Mungkin karena berdasar pandangan ini, banyak orang yang melihat bahwa setiap kejahatan yang dilakukan manusia adalah membalas nya dengan kebaikan. Karena manusia itu pada dasarnya adalah baik. Setiap kebaikan yang dilakukan, mesti dibalas dengan kebaikan untuk memunculkan kembali kebaikan yang ada pada dirinya.

Pandangan seperti ini kerap dikemukakan banyak orang dengan merujuk kepada ajaran berbagai agama. Karena Nabi yang menjadi utusan Tuhan, turun ke muka Bumi untuk mengajarkan cinta dan kasih sayang kepada manusia. Bukan mengajarkan kejahatan.

Sikap terakhir ini bagi Konfusius, seorang guru dari Tiongkok,  menimbulkan problem etik tersendiri. Pertanyaan paling dasar dari Konfusius, bila kejahatan dibalas dengan kebaikan, lalu apa balasan bagi kebaikan?

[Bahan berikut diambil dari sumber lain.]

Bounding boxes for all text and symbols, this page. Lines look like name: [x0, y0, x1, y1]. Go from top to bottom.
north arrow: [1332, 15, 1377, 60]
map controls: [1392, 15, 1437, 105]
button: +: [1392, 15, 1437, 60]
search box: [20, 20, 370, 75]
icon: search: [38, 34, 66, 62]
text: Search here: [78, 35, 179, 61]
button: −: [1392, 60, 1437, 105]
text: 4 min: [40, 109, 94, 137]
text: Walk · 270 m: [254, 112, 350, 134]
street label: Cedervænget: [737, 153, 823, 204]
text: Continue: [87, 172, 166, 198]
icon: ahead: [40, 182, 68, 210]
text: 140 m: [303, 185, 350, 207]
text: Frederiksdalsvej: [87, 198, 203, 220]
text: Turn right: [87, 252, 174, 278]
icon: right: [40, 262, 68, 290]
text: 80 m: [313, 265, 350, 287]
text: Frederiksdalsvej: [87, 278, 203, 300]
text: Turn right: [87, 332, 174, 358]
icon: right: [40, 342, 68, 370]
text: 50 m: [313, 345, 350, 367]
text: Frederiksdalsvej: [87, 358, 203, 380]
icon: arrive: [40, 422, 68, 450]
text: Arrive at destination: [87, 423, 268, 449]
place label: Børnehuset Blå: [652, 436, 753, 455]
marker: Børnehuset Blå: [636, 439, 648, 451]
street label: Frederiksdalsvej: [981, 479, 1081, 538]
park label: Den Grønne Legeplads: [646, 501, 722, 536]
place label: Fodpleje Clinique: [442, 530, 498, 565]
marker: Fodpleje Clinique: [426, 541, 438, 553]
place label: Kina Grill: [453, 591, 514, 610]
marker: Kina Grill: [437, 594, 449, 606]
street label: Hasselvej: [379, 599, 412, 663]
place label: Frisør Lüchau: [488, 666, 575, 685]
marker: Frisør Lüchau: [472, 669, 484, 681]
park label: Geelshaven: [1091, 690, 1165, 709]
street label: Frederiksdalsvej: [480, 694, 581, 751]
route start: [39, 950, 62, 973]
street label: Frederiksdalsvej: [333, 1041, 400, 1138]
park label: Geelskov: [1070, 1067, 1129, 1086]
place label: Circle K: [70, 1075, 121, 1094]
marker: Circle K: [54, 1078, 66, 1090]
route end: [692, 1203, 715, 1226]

Bagi Konfusius, kebaikan memang harus dibalas dengan kebaikan tapi kejahatan bukan dibalas dengan kebaikan. Kejahatan mesti dibalas dengan keadilan. Karena kalau kejahatan dibalas kebaikan, kita tidak hanya sedang membiarkan orang untuk terus berbuat jahat dan itu membuatnya terus berada dalam kegelapan, tapi kita juga sedang merancang terbentuknya tatanan sosial yang merusak karena orang jahat kita beri reward.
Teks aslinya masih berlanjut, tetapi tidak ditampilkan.